■ **Supplied data**

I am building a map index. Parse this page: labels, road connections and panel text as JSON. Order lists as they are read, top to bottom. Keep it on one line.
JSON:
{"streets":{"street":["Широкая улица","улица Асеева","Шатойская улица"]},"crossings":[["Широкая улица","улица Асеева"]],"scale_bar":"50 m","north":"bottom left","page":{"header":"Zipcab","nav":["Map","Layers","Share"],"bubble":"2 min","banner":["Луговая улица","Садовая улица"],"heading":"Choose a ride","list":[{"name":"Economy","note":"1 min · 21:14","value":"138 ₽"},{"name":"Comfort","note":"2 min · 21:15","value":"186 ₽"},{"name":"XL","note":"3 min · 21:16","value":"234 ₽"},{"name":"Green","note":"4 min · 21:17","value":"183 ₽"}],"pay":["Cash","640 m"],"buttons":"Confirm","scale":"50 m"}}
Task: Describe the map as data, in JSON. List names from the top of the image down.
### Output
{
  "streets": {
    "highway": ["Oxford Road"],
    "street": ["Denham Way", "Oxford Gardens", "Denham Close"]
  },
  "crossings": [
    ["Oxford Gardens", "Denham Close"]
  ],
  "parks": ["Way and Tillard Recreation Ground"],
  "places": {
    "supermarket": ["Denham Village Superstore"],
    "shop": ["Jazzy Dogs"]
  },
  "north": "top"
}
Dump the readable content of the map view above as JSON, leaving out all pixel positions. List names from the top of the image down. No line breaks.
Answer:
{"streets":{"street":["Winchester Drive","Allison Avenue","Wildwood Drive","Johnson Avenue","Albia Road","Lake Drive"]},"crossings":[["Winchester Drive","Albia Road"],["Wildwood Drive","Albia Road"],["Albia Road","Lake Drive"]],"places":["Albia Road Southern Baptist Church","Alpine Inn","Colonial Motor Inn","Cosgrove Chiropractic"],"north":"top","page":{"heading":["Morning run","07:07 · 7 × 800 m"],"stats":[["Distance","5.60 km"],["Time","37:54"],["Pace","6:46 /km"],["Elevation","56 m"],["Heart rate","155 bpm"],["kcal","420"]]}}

■ **Assignment**
The whole of the data must be given back word for word.

■ **Result**
I am building a map index. Parse this page: labels, road connections and panel text as JSON. Order lists as they are read, top to bottom. Keep it on one line.
JSON:
{"streets":{"street":["Широкая улица","улица Асеева","Шатойская улица"]},"crossings":[["Широкая улица","улица Асеева"]],"scale_bar":"50 m","north":"bottom left","page":{"header":"Zipcab","nav":["Map","Layers","Share"],"bubble":"2 min","banner":["Луговая улица","Садовая улица"],"heading":"Choose a ride","list":[{"name":"Economy","note":"1 min · 21:14","value":"138 ₽"},{"name":"Comfort","note":"2 min · 21:15","value":"186 ₽"},{"name":"XL","note":"3 min · 21:16","value":"234 ₽"},{"name":"Green","note":"4 min · 21:17","value":"183 ₽"}],"pay":["Cash","640 m"],"buttons":"Confirm","scale":"50 m"}}
Task: Describe the map as data, in JSON. List names from the top of the image down.
### Output
{
  "streets": {
    "highway": ["Oxford Road"],
    "street": ["Denham Way", "Oxford Gardens", "Denham Close"]
  },
  "crossings": [
    ["Oxford Gardens", "Denham Close"]
  ],
  "parks": ["Way and Tillard Recreation Ground"],
  "places": {
    "supermarket": ["Denham Village Superstore"],
    "shop": ["Jazzy Dogs"]
  },
  "north": "top"
}
Dump the readable content of the map view above as JSON, leaving out all pixel positions. List names from the top of the image down. No line breaks.
Answer:
{"streets":{"street":["Winchester Drive","Allison Avenue","Wildwood Drive","Johnson Avenue","Albia Road","Lake Drive"]},"crossings":[["Winchester Drive","Albia Road"],["Wildwood Drive","Albia Road"],["Albia Road","Lake Drive"]],"places":["Albia Road Southern Baptist Church","Alpine Inn","Colonial Motor Inn","Cosgrove Chiropractic"],"north":"top","page":{"heading":["Morning run","07:07 · 7 × 800 m"],"stats":[["Distance","5.60 km"],["Time","37:54"],["Pace","6:46 /km"],["Elevation","56 m"],["Heart rate","155 bpm"],["kcal","420"]]}}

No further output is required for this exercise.